The Real Explanation for Cole Hamels’ Mets-Related Woes
At CSN Philly, Corey Seidman examines the struggles Cole Hamels has had against the New York Mets throughout the years. It was highlighted by Tuesday’s rain-soaked, walks-riddled start in which Hamels issued five free passes along with eight hits. He did not escape the fifth inning.
But the main issue seems to be the Mets’ approach to Hamels. They wait him out. They make him throw pitches. GM Sandy Alderson and manager Terry Collins have preached plate discipline since Day 1 and it especially shows against Hamels.
On Tuesday, Eric Young Jr. began the game with a six-pitch at-bat. In the fourth inning, when Hamels walked four batters, he threw six pitches to four different Mets. In this particular game, it was a case of Hamels simply not locating. It was a cold, wet night and his pitches were all over the place.
But more often than not, the Mets make him work and let him beat himself.
Seidman adds that of the seven instances in which Hamels has walked five or more in a game, three of them have come against the Mets.
But, shockingly enough, Hamels has a higher career walk rate — than his 6.3 percent unintentional walk rate in 164 2/3 innings against the Mets — against seven other opponents. Of course, he’s racked up fewer than 15 innings against five of them, but the other two are the Cincinnati Reds (7.4% unintentional walk rate in 68 2/3 innings) and the Atlanta Braves (7.1% in 190 2/3 innings).
So why does Hamels have a 4.65 ERA against the Mets, but 1.70 against the Reds and 3.54 against the Braves? The Mets have by far the highest BABIP against Hamels than any other team he’s faced more than three times.

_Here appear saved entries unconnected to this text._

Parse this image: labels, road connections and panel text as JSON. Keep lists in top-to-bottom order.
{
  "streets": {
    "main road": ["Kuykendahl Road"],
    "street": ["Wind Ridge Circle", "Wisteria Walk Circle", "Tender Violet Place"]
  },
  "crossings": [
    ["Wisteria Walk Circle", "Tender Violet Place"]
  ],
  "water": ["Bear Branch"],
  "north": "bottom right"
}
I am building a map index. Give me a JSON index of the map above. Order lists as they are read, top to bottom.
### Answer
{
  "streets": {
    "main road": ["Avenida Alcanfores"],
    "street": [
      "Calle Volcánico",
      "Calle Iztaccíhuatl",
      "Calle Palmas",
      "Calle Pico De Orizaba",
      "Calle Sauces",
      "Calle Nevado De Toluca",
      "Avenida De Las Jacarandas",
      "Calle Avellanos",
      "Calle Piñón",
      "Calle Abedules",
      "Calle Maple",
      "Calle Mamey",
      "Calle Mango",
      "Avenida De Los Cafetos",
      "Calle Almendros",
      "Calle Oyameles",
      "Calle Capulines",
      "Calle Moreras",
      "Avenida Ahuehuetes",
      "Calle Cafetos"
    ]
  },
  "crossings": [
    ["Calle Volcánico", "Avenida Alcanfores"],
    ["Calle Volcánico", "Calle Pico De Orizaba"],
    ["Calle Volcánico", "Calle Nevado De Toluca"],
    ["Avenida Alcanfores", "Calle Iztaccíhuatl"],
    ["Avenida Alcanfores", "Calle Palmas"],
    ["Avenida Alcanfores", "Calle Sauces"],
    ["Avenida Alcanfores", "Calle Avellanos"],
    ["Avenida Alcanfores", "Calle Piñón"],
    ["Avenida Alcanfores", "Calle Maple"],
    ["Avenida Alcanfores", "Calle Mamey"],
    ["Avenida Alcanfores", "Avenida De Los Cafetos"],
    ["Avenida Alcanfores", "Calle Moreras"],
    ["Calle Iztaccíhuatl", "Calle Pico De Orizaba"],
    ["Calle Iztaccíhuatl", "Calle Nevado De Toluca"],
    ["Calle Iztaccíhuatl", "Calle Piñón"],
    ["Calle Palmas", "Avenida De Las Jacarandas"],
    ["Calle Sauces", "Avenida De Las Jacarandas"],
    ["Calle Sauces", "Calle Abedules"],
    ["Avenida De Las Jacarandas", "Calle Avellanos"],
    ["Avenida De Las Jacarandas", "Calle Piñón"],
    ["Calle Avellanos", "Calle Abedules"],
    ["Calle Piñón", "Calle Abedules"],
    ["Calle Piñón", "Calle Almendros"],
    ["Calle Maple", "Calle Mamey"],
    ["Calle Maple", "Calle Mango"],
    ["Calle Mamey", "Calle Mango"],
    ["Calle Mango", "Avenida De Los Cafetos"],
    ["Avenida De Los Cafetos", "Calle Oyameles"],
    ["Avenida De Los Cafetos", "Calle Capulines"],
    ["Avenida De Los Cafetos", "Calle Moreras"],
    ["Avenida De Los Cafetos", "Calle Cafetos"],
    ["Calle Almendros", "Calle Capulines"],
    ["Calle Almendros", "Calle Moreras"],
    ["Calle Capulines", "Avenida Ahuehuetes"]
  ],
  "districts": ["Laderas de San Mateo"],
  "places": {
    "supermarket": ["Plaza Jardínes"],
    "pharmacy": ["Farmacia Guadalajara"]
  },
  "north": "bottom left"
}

|New York Mets||27||726||.367|
|San Francisco Giants||12||353||.310|
|Los Angeles Dodgers||8||218||.284|
|St. Louis Cardinals||10||241||.274|
|Boston Red Sox||5||123||.218|
|San Diego Padres||14||363||.218|
Hamels’ career average BABIP is .288, so hits are falling in about eight percent more often than they normally do. Since the start of 2010, Hamels has averaged 19 balls put in play per start, so an eight percent difference accounts for about 1.5 hits, or between one and two hits per game, which is not all that meaningful.
What we have here is using a narrative to explain, post hoc, a statistical outlier. That an item is a statistical outlier is not interesting, so we have to come up with other explanations. We would find outliers looking at any pitcher’s stats against various opponents. Cliff Lee, for example, has a career .300 BABIP. Two opponents, the Colorado Rockies and San Diego Padres, are way above at .369 and .360, respectively. The Los Angeles Dodgers and San Francisco Giants are way below, at .238 and .227, respectively. It’s less interesting to highlight symmetric good and bad fortune against NL West opponents, however, because it doesn’t lend itself to a reasonable narrative.
Even if we look at walk rate, we find similar outliers in Lee’s history. Lee’s career average walk rate is five percent. Among teams he’s faced at least ten times, the Twins and Athletics are way above at 7.5 percent and 8.6 percent, respectively. The Braves are way below at 1.8 percent.
The explanation’s for any player’s abnormal performance against a single opponent could be simple randomness. Or it could be any of a number of variables adding up — poor game conditions, certain players getting more playing time and affecting the defense, jet lag, an organizational directive (e.g. the Athletics’ appreciation for drawing walks), etc. Or a mix of both randomness and other influences.
If we were to create a narrative for every outlier, the narratives would lose our interest just as quickly. Think of it as “the boy who cried wolf” of sportswriting. So we pick and choose which outliers make for the best stories and run with it. We should expect outliers for almost every set of baseball data. It would be way more shocking if there were no outliers at all — that would be worth writing about.